Instructions to follow
Print exactly the lines that run from the first line of the material to the line containing "0 8px,transparent 0", both ends included, and skip the pictures.

Given records

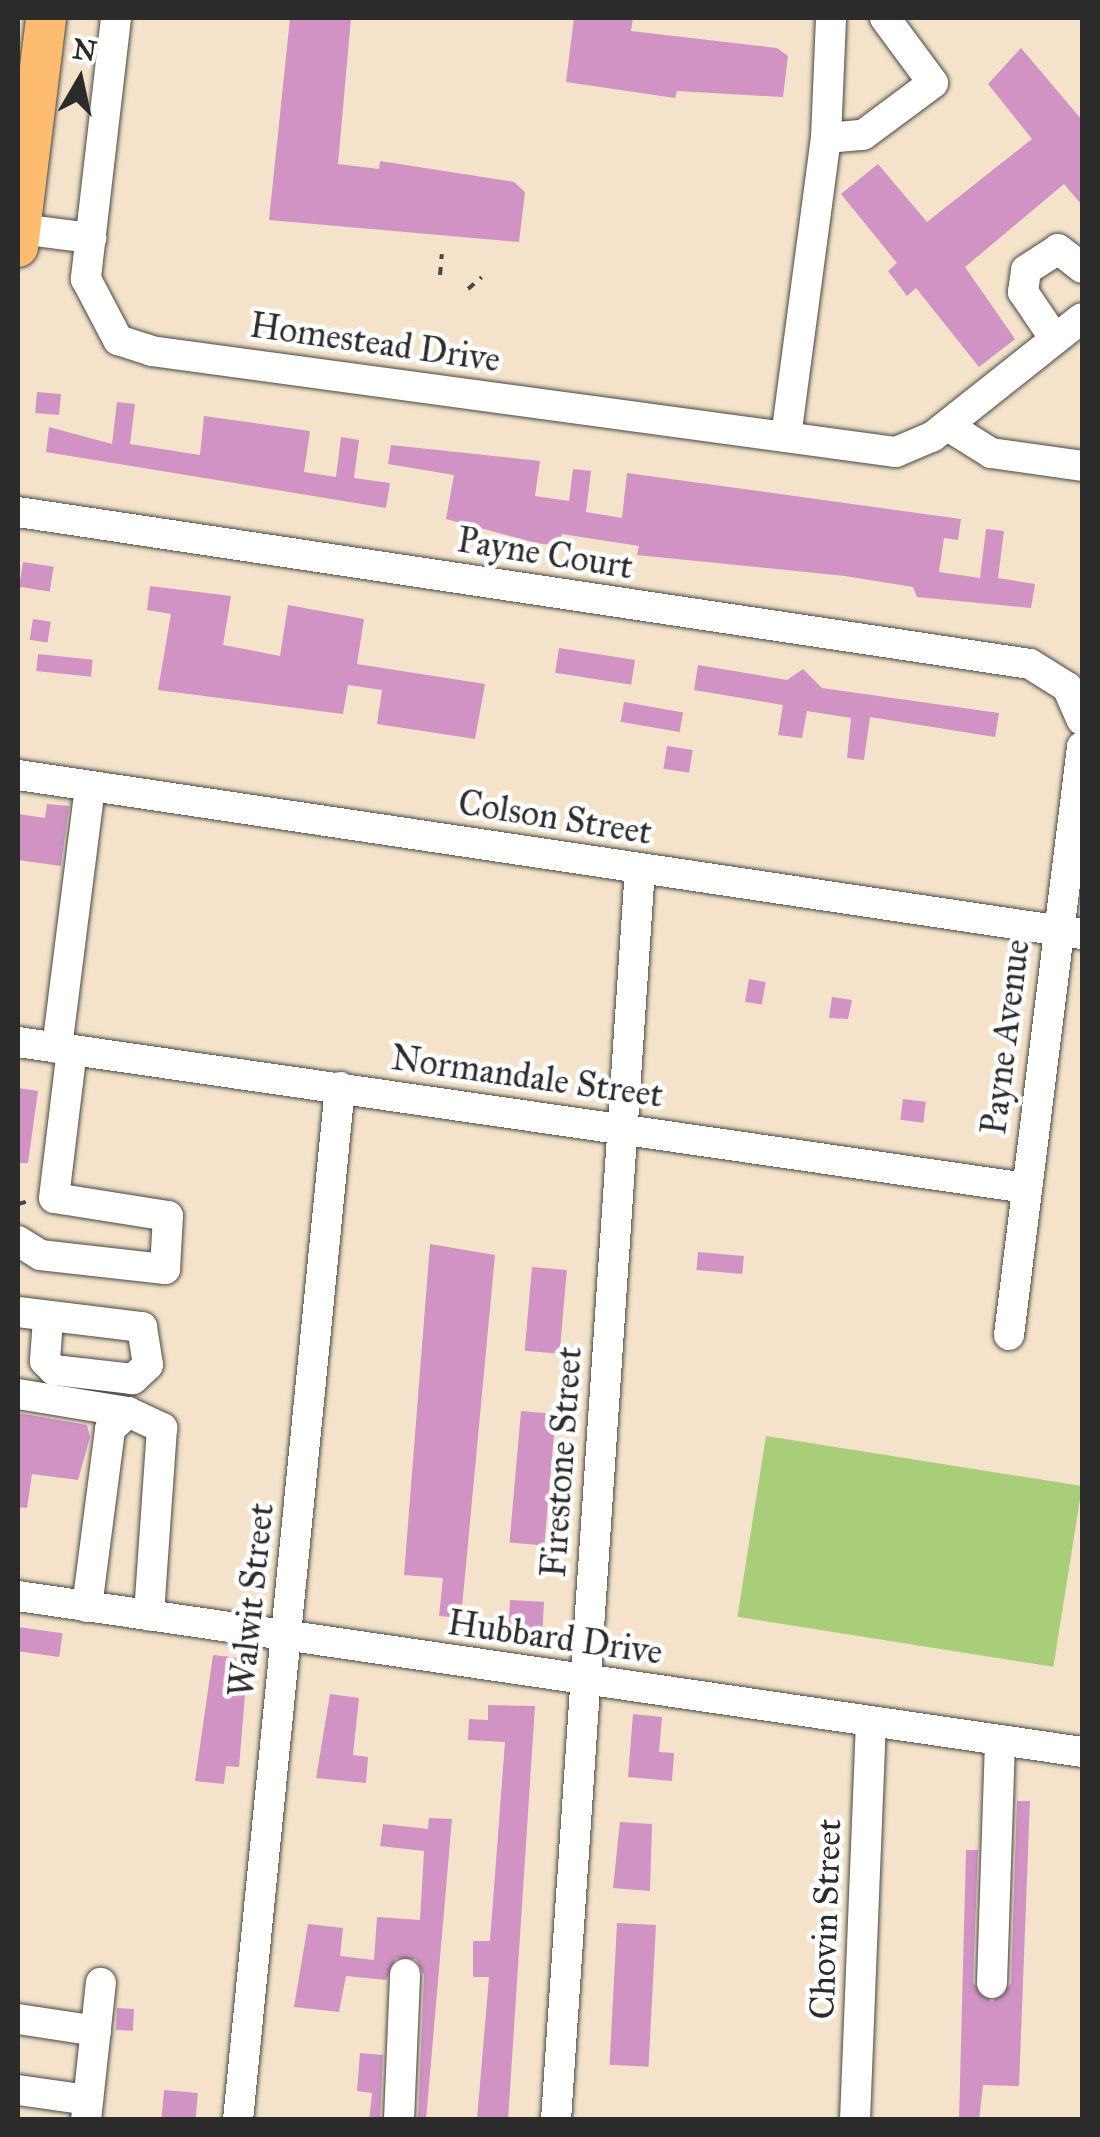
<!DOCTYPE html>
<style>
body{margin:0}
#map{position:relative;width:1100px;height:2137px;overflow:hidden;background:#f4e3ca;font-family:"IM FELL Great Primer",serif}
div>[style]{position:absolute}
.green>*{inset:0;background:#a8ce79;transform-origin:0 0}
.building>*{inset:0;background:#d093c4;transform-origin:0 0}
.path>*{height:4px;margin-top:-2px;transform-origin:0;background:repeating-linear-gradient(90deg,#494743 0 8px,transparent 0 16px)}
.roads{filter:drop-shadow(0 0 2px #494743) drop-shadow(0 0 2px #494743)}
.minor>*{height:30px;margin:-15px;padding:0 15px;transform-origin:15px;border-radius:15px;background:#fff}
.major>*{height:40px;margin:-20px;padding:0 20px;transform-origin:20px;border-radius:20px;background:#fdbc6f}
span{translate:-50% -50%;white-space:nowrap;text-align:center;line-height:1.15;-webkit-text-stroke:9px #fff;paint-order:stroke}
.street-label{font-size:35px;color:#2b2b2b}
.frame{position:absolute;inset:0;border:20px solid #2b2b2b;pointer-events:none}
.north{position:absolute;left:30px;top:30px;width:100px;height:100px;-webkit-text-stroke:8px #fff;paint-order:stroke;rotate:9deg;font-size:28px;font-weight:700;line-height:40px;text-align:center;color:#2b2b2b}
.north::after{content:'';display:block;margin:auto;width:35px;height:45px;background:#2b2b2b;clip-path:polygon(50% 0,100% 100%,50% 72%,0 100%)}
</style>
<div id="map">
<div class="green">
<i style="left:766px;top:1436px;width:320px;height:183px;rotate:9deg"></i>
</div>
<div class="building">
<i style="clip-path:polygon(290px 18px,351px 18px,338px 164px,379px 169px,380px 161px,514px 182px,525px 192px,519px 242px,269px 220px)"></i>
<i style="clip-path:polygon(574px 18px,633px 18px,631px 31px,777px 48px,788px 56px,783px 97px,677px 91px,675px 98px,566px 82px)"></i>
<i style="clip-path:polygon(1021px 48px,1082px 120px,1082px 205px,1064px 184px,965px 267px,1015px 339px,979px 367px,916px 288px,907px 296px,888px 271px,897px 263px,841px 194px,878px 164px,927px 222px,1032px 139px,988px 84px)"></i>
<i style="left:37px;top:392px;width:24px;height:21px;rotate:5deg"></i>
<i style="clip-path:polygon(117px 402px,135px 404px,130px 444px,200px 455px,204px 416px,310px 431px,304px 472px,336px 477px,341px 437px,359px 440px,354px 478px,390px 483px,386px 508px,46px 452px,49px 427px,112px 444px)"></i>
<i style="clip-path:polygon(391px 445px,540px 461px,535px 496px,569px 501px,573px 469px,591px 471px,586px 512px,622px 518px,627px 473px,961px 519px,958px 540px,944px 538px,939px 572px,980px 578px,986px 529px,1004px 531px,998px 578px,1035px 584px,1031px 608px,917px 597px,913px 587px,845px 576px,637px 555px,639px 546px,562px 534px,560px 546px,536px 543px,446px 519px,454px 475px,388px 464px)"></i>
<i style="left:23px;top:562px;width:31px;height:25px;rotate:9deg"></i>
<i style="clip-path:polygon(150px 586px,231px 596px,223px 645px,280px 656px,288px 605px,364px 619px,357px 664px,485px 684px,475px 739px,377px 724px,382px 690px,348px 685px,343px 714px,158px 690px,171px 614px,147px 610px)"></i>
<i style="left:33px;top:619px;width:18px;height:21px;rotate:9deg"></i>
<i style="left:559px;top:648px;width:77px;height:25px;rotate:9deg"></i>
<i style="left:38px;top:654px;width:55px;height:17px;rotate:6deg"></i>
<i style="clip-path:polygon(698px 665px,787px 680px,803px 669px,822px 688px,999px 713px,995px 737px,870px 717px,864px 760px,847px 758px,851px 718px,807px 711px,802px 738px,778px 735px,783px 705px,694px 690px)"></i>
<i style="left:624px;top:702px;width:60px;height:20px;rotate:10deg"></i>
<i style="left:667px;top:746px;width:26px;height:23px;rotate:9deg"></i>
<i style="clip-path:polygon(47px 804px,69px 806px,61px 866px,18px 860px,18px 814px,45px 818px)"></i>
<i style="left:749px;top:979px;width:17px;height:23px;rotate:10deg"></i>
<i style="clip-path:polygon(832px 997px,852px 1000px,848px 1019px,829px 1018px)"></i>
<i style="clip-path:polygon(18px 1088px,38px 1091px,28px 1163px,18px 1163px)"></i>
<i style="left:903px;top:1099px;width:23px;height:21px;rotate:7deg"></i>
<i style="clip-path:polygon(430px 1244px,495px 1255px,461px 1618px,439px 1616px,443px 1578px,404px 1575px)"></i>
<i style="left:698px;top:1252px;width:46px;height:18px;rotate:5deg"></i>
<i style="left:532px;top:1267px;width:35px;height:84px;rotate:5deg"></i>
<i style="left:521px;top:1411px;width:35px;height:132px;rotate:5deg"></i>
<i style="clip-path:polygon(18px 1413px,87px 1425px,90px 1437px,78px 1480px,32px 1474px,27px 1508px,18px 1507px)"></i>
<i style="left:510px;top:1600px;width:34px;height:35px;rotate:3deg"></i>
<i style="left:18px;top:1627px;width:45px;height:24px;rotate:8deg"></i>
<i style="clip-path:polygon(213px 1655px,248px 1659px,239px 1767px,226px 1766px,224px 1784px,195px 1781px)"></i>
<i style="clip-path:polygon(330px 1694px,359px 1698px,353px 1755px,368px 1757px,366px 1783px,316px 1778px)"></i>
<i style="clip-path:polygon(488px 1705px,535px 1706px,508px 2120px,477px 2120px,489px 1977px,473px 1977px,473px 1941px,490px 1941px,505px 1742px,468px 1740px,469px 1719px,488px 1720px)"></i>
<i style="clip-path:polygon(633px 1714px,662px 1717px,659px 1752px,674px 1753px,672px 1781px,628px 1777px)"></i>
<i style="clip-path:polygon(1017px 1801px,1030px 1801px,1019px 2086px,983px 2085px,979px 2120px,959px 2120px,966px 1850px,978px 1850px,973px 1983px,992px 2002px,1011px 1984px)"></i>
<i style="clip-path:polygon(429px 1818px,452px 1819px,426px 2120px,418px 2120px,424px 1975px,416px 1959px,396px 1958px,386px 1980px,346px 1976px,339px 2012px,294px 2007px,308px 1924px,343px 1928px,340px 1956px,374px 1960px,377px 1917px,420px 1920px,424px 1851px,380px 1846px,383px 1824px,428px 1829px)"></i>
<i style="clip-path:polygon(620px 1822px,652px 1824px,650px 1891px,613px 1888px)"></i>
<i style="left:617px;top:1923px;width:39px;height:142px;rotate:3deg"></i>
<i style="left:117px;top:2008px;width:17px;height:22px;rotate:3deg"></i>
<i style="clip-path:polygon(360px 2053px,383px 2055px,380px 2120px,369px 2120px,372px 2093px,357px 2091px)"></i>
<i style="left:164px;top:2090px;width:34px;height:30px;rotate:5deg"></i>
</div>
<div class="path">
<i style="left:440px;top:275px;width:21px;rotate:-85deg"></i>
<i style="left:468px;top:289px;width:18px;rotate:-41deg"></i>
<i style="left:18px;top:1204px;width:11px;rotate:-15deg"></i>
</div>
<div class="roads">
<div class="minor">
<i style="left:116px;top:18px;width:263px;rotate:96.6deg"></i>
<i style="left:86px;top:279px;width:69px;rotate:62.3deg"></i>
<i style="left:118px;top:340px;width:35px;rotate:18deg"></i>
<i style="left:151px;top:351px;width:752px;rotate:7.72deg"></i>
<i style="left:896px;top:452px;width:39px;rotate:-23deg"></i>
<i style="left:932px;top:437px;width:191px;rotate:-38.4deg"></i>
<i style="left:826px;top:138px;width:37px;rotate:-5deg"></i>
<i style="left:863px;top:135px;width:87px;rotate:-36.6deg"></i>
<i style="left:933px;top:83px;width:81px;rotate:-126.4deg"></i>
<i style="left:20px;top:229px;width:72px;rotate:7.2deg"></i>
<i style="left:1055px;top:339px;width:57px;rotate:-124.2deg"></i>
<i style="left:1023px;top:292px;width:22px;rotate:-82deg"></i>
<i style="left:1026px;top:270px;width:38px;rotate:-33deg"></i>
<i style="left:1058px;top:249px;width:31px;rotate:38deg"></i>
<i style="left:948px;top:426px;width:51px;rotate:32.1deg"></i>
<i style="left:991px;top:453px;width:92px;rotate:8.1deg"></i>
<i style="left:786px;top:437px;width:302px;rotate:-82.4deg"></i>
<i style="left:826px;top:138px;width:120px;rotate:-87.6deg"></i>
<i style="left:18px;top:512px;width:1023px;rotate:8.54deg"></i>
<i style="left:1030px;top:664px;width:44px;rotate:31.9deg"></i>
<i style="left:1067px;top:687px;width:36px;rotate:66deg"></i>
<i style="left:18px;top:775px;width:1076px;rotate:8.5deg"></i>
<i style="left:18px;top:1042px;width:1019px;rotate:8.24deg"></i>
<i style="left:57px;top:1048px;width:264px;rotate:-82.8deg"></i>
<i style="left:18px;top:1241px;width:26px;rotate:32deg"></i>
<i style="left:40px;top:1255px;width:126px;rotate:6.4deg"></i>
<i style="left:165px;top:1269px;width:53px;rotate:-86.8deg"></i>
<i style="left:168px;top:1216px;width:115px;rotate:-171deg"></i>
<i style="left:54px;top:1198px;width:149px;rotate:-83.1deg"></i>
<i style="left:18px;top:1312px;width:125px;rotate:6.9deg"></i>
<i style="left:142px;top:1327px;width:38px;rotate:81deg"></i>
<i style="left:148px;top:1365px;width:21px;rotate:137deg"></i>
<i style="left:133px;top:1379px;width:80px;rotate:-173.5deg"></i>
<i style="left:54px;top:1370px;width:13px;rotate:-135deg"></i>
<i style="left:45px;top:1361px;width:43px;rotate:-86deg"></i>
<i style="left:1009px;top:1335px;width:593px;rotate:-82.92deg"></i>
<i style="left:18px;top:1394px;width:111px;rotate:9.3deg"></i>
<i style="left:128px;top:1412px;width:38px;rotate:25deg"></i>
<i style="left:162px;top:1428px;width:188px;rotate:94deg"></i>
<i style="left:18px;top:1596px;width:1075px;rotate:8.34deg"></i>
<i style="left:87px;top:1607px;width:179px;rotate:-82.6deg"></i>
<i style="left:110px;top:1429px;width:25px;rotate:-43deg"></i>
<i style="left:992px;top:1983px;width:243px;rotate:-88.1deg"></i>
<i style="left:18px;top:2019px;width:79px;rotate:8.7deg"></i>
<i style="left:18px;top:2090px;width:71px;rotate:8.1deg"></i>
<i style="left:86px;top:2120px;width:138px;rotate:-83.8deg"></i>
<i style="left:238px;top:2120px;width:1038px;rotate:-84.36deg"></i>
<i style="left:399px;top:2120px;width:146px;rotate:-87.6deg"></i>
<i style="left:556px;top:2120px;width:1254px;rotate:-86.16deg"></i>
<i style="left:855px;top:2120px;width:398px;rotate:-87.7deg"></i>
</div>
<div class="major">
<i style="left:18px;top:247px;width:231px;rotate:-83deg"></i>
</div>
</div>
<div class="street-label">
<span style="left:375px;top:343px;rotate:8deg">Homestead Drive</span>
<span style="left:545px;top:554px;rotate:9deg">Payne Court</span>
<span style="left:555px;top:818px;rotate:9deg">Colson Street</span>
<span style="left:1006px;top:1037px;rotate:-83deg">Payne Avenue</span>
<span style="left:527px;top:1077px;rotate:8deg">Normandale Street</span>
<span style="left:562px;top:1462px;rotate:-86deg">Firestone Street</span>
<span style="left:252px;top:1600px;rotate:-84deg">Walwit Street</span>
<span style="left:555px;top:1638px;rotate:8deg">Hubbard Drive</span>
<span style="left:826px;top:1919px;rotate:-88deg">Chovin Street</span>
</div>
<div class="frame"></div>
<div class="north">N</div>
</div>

Your solution
<!DOCTYPE html>
<style>
body{margin:0}
#map{position:relative;width:1100px;height:2137px;overflow:hidden;background:#f4e3ca;font-family:"IM FELL Great Primer",serif}
div>[style]{position:absolute}
.green>*{inset:0;background:#a8ce79;transform-origin:0 0}
.building>*{inset:0;background:#d093c4;transform-origin:0 0}
.path>*{height:4px;margin-top:-2px;transform-origin:0;background:repeating-linear-gradient(90deg,#494743 0 8px,transparent 0 16px)}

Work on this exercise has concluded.